I took a couple days off posting to read a book, and my mind stayed on hiatus. I needed it. It seems as if my household has gotten struck by the Terrible Twos. While the first year of sleep deprivation is pure survival mode, the Terrible Twos are a different kind of mental torture that I had yet to experience. Wow.
For those of you unfamiliar with said Terrible Twos, it works like this; have LONG day at office and go to get child. Experience full-on tantrum trying to leave classroom. Check board and explain to child there is no reward today for good behavior (no good behavior) and be treated to another tantrum. Carry screaming child to the car. Experience another tantrum trying to get into the car and car seat. Drive home with every nerve jangled from the sheer volume of noise inside vehicle. Prepare dinner and be treated to another tantrum trying to get child to stay seated to eat. Another tantrum to get upstairs to take bath. Give up, put screaming child into tub standing and wash child down like that. Wash. Rinse. Repeat. Take screaming child to bed and struggle for another two hours trying to get child to calm down and sleep. Fall asleep yourself without even brushing teeth or getting undressed.
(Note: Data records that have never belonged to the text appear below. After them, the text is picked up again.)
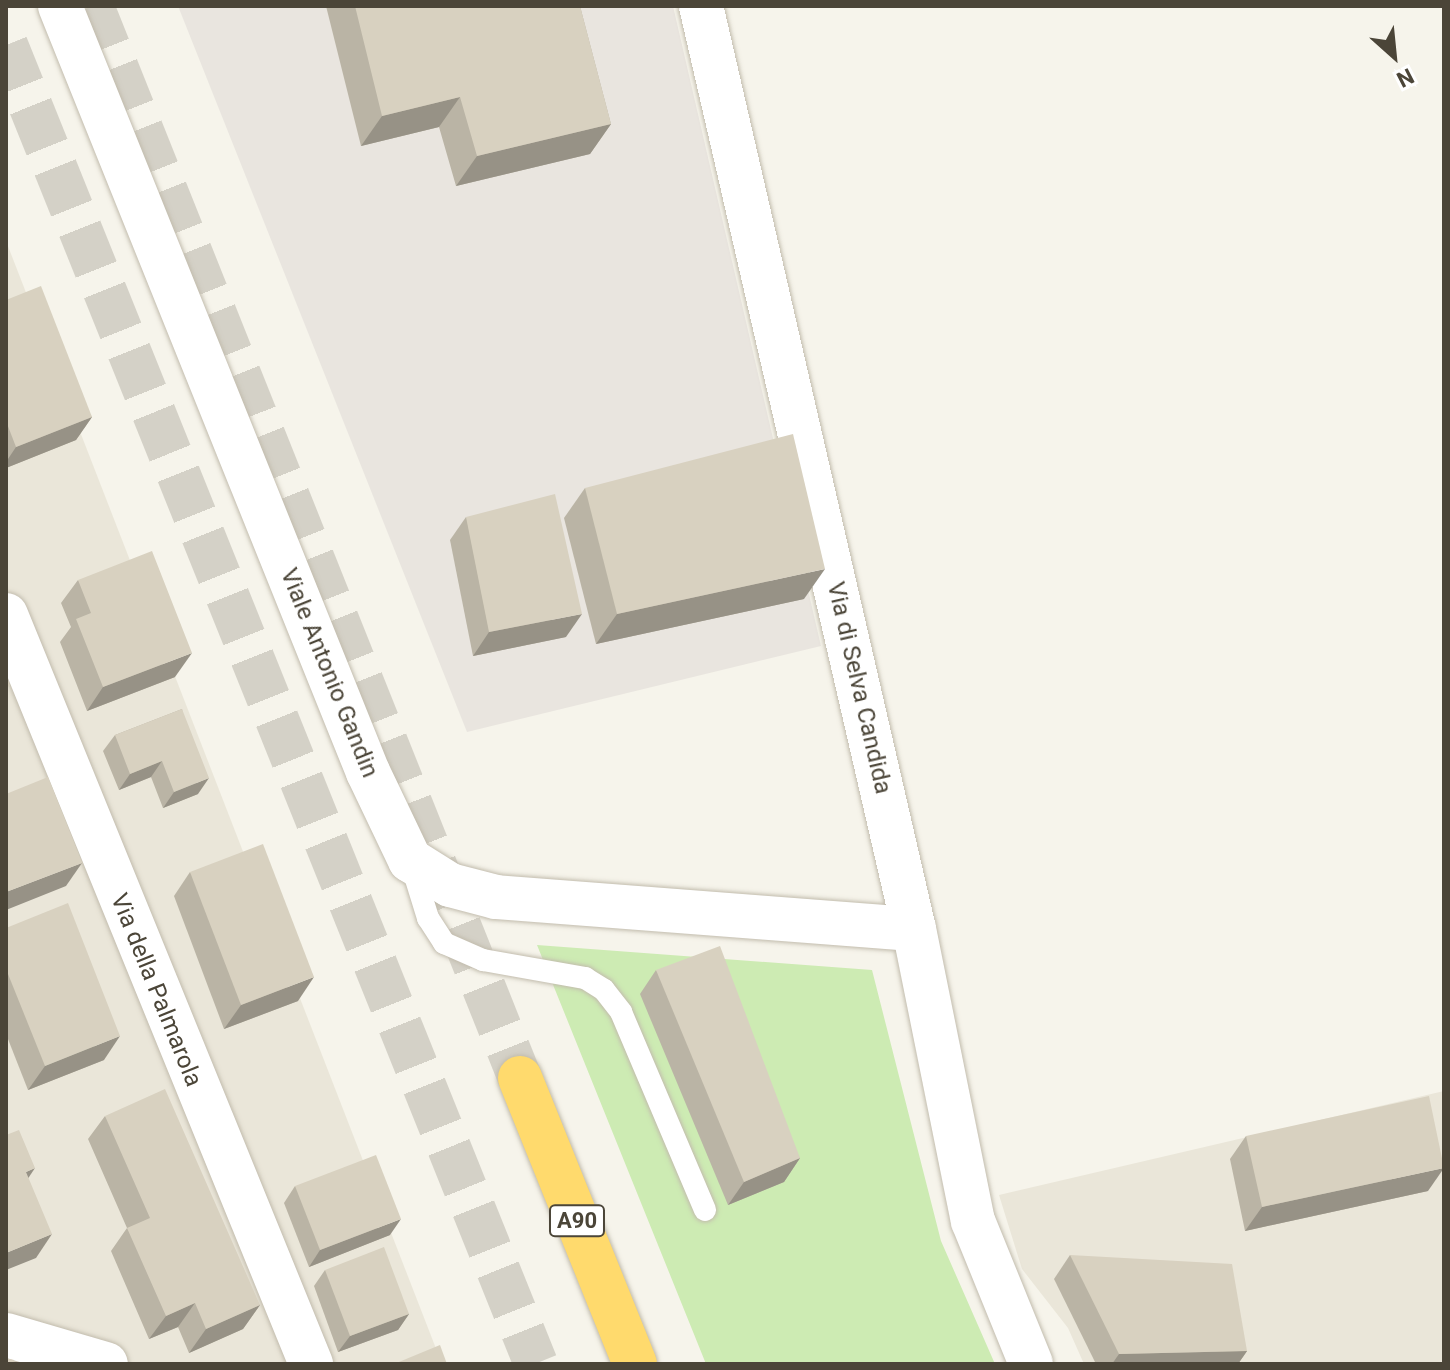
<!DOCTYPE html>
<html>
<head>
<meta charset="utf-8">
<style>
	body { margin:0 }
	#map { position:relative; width:1450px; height:1370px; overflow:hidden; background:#f6f4eb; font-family:Roboto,sans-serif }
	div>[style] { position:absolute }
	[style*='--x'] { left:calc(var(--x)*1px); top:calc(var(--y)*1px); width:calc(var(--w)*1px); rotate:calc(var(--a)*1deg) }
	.residential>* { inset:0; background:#eae6d9 }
	.industrial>* { inset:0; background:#e9e5df }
	.green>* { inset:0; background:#cdebb3 }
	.motorway-tunnel>* { height:44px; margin-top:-22px; transform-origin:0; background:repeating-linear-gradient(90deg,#d4d1c7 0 44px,transparent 0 66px) }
	.roads { filter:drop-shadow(0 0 2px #c2bcad) drop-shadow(0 0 2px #c2bcad) }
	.service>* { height:22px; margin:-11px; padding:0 11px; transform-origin:11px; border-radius:11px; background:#fff }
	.minor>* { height:44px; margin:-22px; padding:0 22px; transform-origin:22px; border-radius:22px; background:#fff }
	.tertiary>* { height:44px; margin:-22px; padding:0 22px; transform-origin:22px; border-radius:22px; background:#fff }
	.motorway>* { height:44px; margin:-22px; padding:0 22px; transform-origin:22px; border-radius:22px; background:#ffda6d }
	.wall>* { inset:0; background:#bab4a5 }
	.shaded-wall>* { inset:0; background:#979286 }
	.building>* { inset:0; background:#d8d1c0 }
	span { translate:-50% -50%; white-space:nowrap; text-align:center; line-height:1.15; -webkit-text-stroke:7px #fff; paint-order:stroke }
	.shield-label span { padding:2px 6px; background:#fff; border:2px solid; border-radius:6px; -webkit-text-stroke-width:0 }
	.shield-label { font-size:22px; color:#4b4538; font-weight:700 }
	.street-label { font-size:24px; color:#4b4538 }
	.frame { position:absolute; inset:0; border:8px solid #4b4538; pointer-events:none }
	.north { position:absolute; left:1354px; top:16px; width:80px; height:80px; -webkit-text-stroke:6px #fff; paint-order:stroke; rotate:153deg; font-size:22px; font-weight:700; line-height:32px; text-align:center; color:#4b4538 }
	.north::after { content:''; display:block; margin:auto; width:28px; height:36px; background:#4b4538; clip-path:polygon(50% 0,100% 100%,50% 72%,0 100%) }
</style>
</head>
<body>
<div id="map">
	<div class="residential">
		<i style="clip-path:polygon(6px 241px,442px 1364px,6px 1364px)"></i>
		<i style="clip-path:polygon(1444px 1091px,1444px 1364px,1084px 1364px,1068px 1328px,1022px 1269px,999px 1195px)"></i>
	</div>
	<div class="industrial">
		<i style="clip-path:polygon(178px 6px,673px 6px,821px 646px,467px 732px)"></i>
	</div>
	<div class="green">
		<i style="clip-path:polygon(537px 945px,872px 970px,941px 1241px,995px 1364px,706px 1364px)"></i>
	</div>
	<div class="motorway-tunnel">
		<i style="--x:92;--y:6;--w:1154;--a:68.24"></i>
		<i style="--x:6;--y:45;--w:1421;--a:68.11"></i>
	</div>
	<div class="roads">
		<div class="service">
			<i style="--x:411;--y:863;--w:58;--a:72.8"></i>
			<i style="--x:428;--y:918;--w:30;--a:57"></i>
			<i style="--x:444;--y:943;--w:43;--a:23.6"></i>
			<i style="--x:483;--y:960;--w:104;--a:10"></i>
			<i style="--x:585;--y:978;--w:22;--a:32"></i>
			<i style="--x:604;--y:990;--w:28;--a:52"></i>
			<i style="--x:621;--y:1012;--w:215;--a:67"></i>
		</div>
		<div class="minor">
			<i style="--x:6;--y:615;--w:809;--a:67.84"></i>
			<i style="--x:6;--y:1335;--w:104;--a:16.2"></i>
		</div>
		<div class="tertiary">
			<i style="--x:60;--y:6;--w:826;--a:68.1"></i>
			<i style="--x:368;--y:772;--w:98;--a:64.5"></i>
			<i style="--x:410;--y:860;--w:47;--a:32"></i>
			<i style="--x:450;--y:885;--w:48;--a:14.6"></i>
			<i style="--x:496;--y:897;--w:419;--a:4.4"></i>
			<i style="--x:701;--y:6;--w:947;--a:77.01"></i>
			<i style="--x:914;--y:929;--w:298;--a:78.6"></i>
			<i style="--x:973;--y:1221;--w:154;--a:67.9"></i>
		</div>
		<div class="motorway">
			<i style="--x:520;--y:1078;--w:308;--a:68.1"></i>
		</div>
	</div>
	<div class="wall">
		<i style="clip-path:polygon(326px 6px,580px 6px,611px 124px,590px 154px,456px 186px,439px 127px,361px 146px)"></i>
		<i style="clip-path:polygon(6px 300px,92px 417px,76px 440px,6px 468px)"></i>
		<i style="clip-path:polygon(585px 488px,804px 599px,596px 644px,564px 518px)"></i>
		<i style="clip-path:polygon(466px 517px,566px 637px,473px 656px,450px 540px)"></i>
		<i style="clip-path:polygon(78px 580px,175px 677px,87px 711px,60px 642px,71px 627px,61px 603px)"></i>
		<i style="clip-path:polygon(182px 709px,198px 794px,163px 808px,151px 777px,119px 790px,103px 751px,115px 735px)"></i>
		<i style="clip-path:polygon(190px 872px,298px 1001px,224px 1029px,174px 896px)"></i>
		<i style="clip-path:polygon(6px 928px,104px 1060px,28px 1090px,6px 1034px)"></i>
		<i style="clip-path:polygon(656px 970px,800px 1158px,784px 1182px,728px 1205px,640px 994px)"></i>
		<i style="clip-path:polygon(105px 1116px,260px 1305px,243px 1329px,189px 1353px,178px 1327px,149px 1339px,111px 1251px,127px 1228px,88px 1139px)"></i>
		<i style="clip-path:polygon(1246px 1136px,1428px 1191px,1245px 1231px,1230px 1159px)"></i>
		<i style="clip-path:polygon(295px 1186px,390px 1235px,309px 1267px,284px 1203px)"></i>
		<i style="clip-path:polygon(1070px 1255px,1247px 1351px,1238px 1364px,1096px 1364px,1054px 1279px)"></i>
		<i style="clip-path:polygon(325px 1270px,409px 1314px,398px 1330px,338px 1352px,314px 1286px)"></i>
	</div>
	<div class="shaded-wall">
		<i style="clip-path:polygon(460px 97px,439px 127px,361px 146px,382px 116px)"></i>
		<i style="clip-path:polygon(611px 124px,590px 154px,456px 186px,477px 156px)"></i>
		<i style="clip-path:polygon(92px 417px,76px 440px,6px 468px,6px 462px,16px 447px)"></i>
		<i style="clip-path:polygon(825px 569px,804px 599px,596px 644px,617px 614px)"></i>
		<i style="clip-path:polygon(582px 614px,566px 637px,473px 656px,489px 632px)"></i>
		<i style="clip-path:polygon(192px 653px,175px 677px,87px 711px,103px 687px)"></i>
		<i style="clip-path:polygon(162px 761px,151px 777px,119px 790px,130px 774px)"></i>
		<i style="clip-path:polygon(209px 778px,198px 794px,163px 808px,174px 792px)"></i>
		<i style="clip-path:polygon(82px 863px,66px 886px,6px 910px,6px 892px)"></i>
		<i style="clip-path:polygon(314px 977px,298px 1001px,224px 1029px,241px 1005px)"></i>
		<i style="clip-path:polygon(120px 1036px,104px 1060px,28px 1090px,45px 1066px)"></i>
		<i style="clip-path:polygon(800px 1158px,784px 1182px,728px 1205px,744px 1182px)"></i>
		<i style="clip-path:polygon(35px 1168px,19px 1192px,26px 1172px)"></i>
		<i style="clip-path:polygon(1444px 1168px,1428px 1191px,1245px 1231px,1262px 1207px)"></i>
		<i style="clip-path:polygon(401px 1219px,390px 1235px,309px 1267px,320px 1250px)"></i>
		<i style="clip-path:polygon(52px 1234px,36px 1258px,6px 1270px,6px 1253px)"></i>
		<i style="clip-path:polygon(195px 1303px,178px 1327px,149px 1339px,166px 1316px)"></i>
		<i style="clip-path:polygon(260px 1305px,243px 1329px,189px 1353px,206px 1329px)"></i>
		<i style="clip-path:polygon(409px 1314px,398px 1330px,338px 1352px,350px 1336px)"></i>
		<i style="clip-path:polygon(1247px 1351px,1238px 1364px,1112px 1364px,1119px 1354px)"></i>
	</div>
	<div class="building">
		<i style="clip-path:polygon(355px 6px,580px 6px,611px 124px,477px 156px,460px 97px,382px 116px)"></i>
		<i style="clip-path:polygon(41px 286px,92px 417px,16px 447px,6px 421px,6px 300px)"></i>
		<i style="clip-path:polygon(793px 434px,825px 569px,617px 614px,585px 488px)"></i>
		<i style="clip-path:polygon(555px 494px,582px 614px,489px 632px,466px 517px)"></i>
		<i style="clip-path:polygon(152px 551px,192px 653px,103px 687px,76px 619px,91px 613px,78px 580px)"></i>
		<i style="clip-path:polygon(6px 676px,10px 686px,6px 687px)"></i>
		<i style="clip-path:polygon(182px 709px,209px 778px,174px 792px,162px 761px,130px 774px,115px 735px)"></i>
		<i style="clip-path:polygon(48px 777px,82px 863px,6px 892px,6px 794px)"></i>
		<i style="clip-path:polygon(263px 844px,314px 977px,241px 1005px,190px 872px)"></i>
		<i style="clip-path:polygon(68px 903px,120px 1036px,45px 1066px,6px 969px,6px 928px)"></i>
		<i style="clip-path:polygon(720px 946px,800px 1158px,744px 1182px,656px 970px)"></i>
		<i style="clip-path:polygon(165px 1089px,260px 1305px,206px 1329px,195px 1303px,166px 1316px,127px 1228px,150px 1218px,105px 1116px)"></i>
		<i style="clip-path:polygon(1429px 1096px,1444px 1168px,1262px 1207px,1246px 1136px)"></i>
		<i style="clip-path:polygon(19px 1130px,35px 1168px,26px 1172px,52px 1234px,6px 1253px,6px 1135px)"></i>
		<i style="clip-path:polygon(376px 1155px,401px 1219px,320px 1250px,295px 1186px)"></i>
		<i style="clip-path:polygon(384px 1247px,409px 1314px,350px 1336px,325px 1270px)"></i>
		<i style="clip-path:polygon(1070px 1255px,1232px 1264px,1247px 1351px,1119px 1354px)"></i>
		<i style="clip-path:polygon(440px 1345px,447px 1364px,394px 1364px)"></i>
		<i style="clip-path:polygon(6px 1358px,14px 1360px,13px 1364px,6px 1364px)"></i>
	</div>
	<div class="shield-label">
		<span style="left:577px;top:1221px">A90</span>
	</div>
	<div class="street-label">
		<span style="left:329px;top:673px;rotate:68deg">Viale Antonio Gandin</span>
		<span style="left:859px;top:688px;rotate:77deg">Via di Selva Candida</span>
		<span style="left:156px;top:990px;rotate:68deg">Via della Palmarola</span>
	</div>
	<div class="frame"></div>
	<div class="north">N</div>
</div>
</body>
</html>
Repeat same experience daily through the entire weekend to the point where you are sure if you even breathe wrong, it will result in another tantrum. It's stunning. Most of all you wonder where your sweet, loving child went, and if you will ever see her again.
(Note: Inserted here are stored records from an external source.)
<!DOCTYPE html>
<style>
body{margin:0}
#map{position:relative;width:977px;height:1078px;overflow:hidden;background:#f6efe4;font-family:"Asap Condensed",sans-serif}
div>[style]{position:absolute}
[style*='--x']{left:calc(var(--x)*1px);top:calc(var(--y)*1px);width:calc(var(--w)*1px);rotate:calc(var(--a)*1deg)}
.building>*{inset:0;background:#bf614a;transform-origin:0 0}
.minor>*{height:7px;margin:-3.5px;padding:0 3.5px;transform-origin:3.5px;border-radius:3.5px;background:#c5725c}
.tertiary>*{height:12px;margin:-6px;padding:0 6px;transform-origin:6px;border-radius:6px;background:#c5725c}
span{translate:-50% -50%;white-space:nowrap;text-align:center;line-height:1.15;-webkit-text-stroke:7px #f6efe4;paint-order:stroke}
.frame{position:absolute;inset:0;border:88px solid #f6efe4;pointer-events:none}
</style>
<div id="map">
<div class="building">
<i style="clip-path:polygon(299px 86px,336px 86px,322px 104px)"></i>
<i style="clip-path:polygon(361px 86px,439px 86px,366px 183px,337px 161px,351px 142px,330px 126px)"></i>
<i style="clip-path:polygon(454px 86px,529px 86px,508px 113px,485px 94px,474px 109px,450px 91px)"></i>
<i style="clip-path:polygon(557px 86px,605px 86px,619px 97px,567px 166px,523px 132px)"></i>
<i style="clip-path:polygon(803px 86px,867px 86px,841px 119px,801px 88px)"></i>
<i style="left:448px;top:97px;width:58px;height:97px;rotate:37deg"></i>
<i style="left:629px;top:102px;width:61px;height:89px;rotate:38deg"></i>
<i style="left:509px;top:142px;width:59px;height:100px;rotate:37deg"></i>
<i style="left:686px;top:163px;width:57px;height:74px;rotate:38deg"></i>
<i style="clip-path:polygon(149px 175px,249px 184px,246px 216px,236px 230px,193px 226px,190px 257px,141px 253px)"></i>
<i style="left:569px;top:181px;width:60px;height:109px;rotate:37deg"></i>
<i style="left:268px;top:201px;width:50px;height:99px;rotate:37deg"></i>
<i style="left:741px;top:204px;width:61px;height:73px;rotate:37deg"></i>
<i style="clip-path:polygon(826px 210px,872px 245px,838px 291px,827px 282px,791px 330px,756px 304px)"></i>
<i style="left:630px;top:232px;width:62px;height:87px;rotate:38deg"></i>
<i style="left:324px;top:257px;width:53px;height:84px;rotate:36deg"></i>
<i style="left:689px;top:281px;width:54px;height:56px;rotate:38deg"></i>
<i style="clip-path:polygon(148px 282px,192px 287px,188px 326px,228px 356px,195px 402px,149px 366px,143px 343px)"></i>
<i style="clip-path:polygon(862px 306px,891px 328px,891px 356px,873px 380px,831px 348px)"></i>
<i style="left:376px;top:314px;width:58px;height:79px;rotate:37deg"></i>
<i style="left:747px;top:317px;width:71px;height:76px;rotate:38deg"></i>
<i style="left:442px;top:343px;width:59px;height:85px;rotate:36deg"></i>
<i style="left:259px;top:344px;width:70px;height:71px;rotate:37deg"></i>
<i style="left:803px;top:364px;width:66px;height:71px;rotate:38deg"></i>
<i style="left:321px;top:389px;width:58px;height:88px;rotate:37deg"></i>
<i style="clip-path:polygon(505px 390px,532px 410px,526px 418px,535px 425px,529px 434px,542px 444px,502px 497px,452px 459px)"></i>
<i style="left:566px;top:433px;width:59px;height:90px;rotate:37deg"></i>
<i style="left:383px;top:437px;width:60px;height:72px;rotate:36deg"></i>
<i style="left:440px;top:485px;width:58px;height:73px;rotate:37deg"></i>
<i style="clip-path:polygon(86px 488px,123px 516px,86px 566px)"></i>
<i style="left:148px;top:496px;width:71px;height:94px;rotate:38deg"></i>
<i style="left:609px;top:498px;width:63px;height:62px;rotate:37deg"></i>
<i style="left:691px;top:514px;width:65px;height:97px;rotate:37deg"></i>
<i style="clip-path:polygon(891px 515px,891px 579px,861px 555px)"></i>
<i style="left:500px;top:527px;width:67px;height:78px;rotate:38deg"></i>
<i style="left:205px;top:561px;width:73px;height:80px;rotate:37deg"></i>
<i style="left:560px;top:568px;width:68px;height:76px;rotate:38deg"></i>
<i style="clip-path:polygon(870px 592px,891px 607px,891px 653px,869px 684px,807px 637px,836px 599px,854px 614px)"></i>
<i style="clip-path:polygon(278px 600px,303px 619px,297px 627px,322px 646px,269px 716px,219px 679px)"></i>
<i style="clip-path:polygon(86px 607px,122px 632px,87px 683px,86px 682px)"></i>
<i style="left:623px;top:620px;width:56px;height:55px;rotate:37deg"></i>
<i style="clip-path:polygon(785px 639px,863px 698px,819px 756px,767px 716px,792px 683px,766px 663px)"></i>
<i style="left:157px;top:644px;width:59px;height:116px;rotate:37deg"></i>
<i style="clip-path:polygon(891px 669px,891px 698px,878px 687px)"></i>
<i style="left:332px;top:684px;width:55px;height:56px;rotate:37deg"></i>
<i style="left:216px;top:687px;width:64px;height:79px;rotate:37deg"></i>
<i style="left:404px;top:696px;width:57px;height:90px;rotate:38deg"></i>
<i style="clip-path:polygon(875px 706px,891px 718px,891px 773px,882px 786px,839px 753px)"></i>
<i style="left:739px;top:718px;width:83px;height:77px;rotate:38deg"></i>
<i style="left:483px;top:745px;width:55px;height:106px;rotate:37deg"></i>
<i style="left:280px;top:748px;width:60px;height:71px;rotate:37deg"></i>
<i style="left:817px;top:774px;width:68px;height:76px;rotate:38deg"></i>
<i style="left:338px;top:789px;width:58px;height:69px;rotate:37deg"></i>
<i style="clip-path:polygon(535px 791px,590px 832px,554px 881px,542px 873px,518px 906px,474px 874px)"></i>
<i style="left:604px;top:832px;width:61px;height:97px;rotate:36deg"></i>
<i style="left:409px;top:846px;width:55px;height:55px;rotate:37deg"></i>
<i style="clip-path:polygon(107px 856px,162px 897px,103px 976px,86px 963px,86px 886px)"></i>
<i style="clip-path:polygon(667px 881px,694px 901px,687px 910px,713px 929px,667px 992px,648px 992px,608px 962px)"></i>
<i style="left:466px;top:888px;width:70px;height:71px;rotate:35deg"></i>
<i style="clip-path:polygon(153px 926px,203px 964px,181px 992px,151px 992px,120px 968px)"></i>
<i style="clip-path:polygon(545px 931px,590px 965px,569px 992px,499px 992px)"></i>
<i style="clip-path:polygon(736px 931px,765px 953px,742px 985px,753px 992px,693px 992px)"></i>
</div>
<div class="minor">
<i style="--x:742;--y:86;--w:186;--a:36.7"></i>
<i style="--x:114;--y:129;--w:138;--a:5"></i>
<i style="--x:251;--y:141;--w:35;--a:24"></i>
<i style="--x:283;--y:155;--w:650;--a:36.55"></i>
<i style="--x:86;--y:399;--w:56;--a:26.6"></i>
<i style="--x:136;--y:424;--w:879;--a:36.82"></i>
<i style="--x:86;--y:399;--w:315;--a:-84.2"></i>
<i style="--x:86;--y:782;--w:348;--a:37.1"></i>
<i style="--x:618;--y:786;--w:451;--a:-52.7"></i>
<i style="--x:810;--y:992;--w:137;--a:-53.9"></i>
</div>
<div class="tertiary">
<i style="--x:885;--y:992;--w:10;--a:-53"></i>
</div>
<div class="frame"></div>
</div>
There was this awful incident in Arizona where a mother and grandfather were trying to exorcise a three-year-old. The grandfather was tazered while he was trying to strangle the child to rid her of the demon. He later died. There is nothing funny about this. In all seriousness, you wonder if the "demon" was just an extended bout of Terrible Twos wrought onto a couple of very misguided and dangerous adults. I hope the poor kid recovers and is placed in a loving home. There are some people who just should not raise kids.
I'm a bit rested and preparing to deal with this phase. In my new life as a mom, I am wise enough to know that it's harder on my child than on me. Remarkable as that seems. But, oh man, good thing I am sane, and that I love her so much, and that once in a while, between tantrums, I get big hugs and a glimpse of my sweet child.